Dataset items
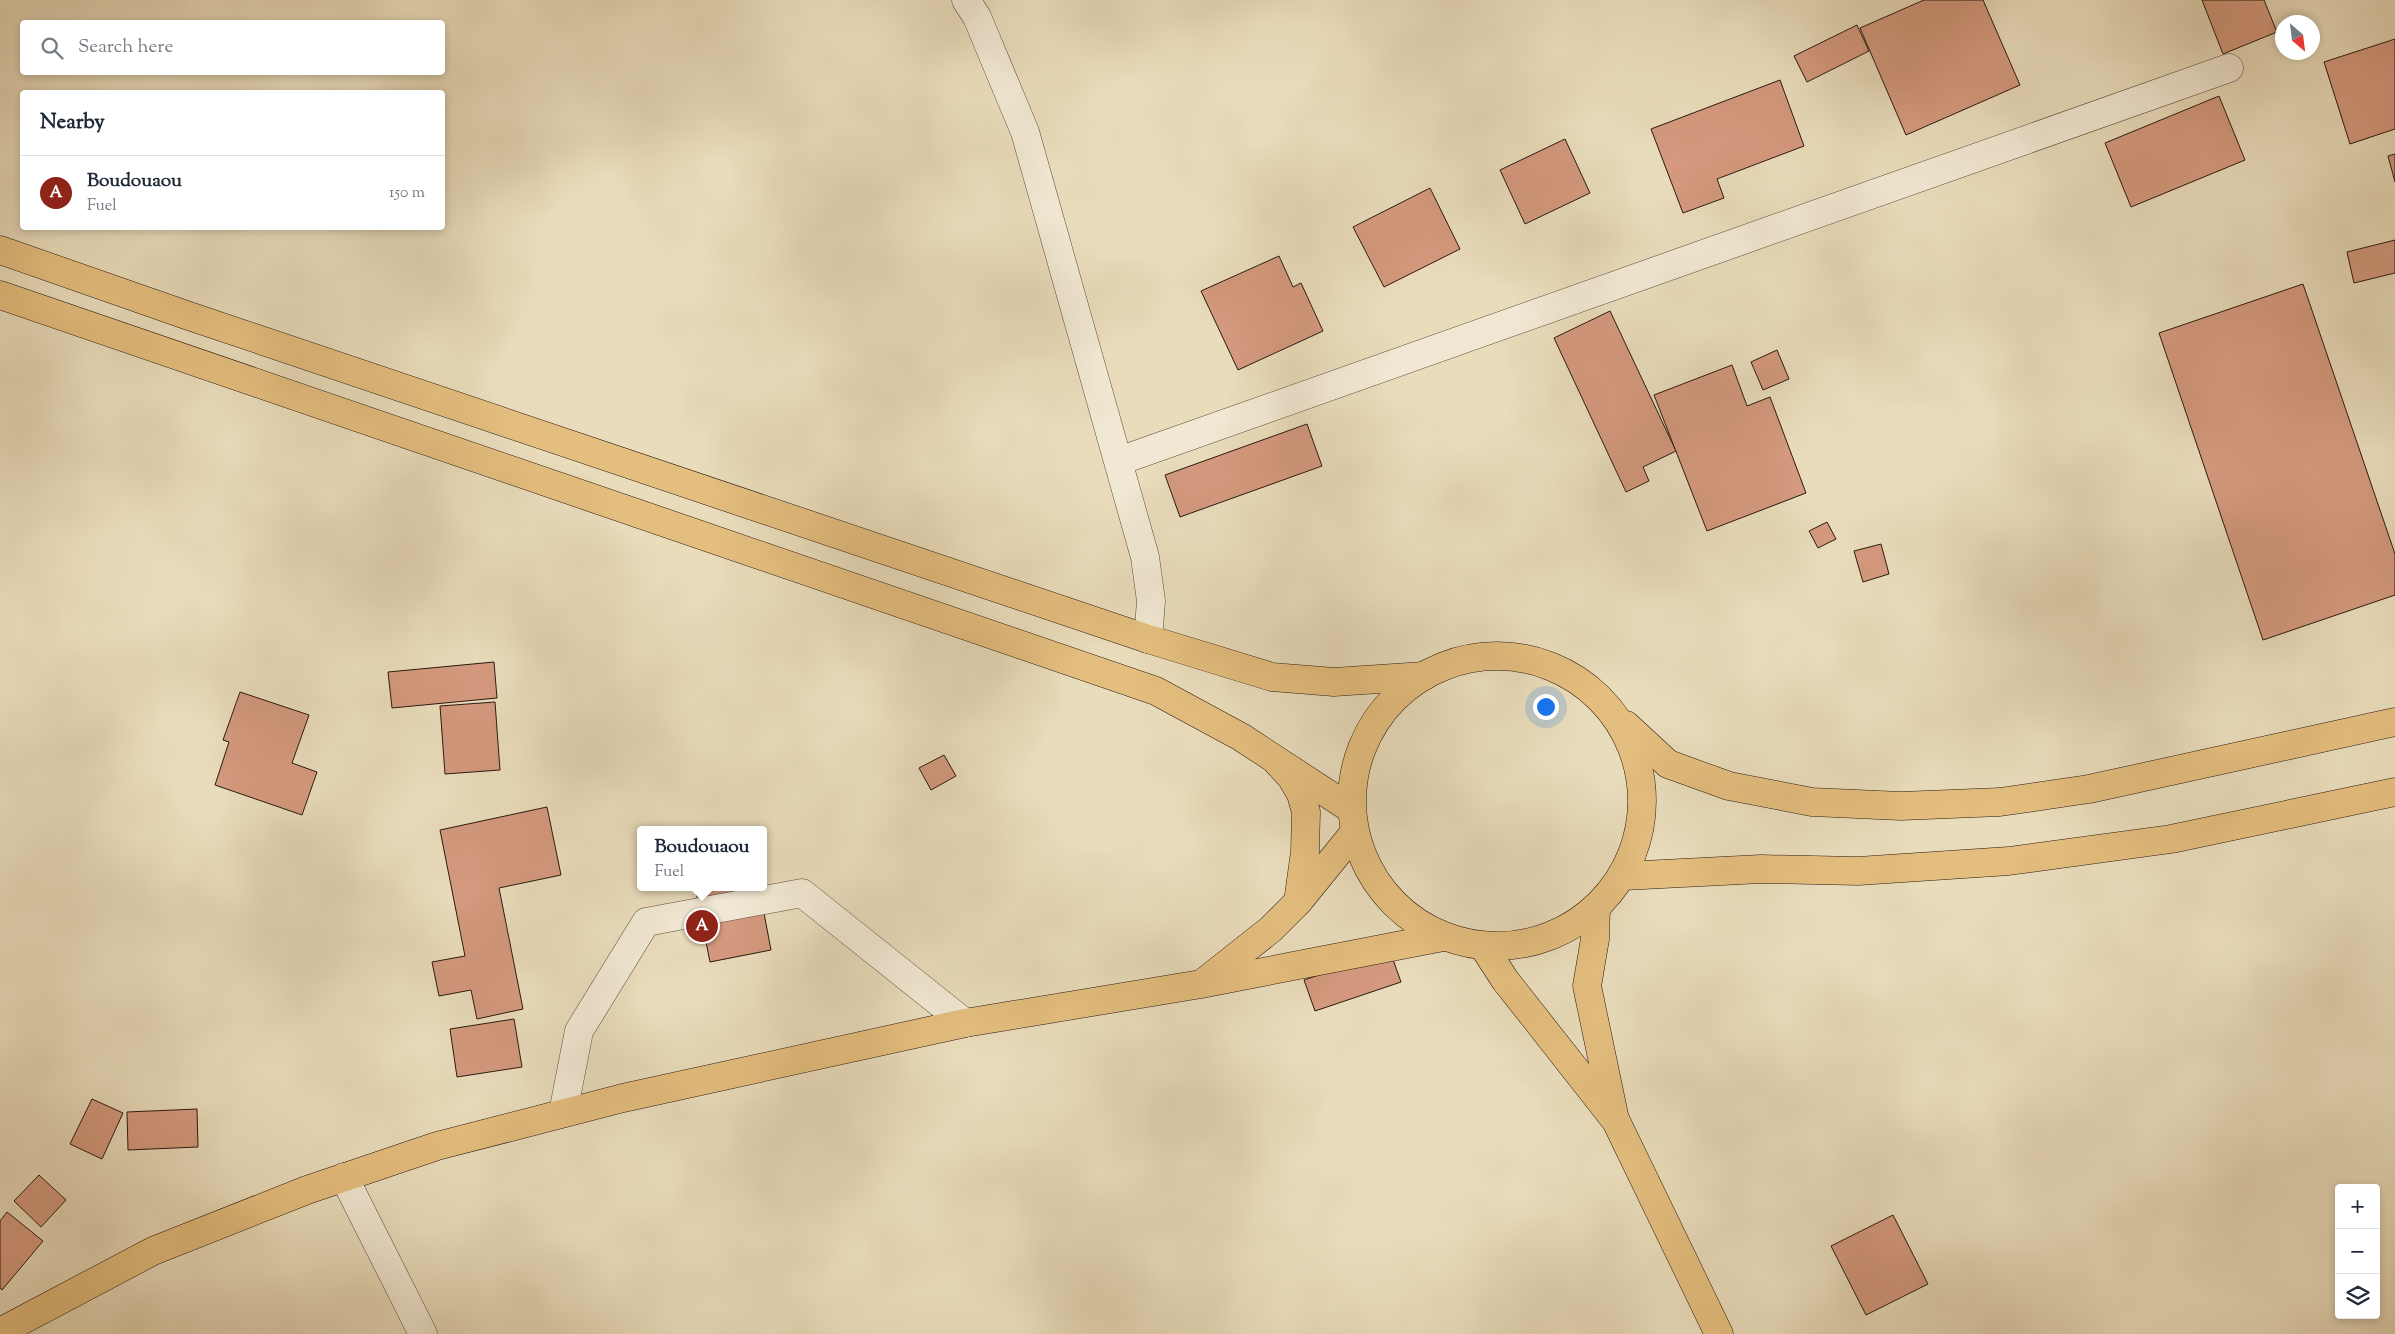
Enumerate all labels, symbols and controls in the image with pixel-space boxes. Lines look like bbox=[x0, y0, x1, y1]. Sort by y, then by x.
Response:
north arrow bbox=[2275, 15, 2320, 60]
search box bbox=[20, 20, 445, 75]
icon: search bbox=[38, 34, 66, 62]
text: Search here bbox=[78, 34, 173, 61]
text: Nearby bbox=[40, 108, 105, 138]
text: Boudouaou bbox=[87, 168, 182, 195]
text: A bbox=[50, 182, 63, 205]
text: 150 m bbox=[389, 182, 425, 205]
text: Fuel bbox=[87, 195, 117, 218]
your location bbox=[1533, 694, 1559, 720]
popup bbox=[637, 826, 767, 891]
text: Boudouaou bbox=[654, 834, 750, 861]
text: Fuel bbox=[654, 861, 684, 884]
pin: A bbox=[686, 907, 718, 945]
map controls bbox=[2335, 1184, 2380, 1319]
button: + bbox=[2335, 1184, 2380, 1229]
button: − bbox=[2335, 1229, 2380, 1274]
button: layers bbox=[2335, 1274, 2380, 1319]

**What is being asked**
Output all the data above verbatim, leaving out images.

**Exercise result**
Enumerate all labels, symbols and controls in the image with pixel-space boxes. Lines look like bbox=[x0, y0, x1, y1]. Sort by y, then by x.
Response:
north arrow bbox=[2275, 15, 2320, 60]
search box bbox=[20, 20, 445, 75]
icon: search bbox=[38, 34, 66, 62]
text: Search here bbox=[78, 34, 173, 61]
text: Nearby bbox=[40, 108, 105, 138]
text: Boudouaou bbox=[87, 168, 182, 195]
text: A bbox=[50, 182, 63, 205]
text: 150 m bbox=[389, 182, 425, 205]
text: Fuel bbox=[87, 195, 117, 218]
your location bbox=[1533, 694, 1559, 720]
popup bbox=[637, 826, 767, 891]
text: Boudouaou bbox=[654, 834, 750, 861]
text: Fuel bbox=[654, 861, 684, 884]
pin: A bbox=[686, 907, 718, 945]
map controls bbox=[2335, 1184, 2380, 1319]
button: + bbox=[2335, 1184, 2380, 1229]
button: − bbox=[2335, 1229, 2380, 1274]
button: layers bbox=[2335, 1274, 2380, 1319]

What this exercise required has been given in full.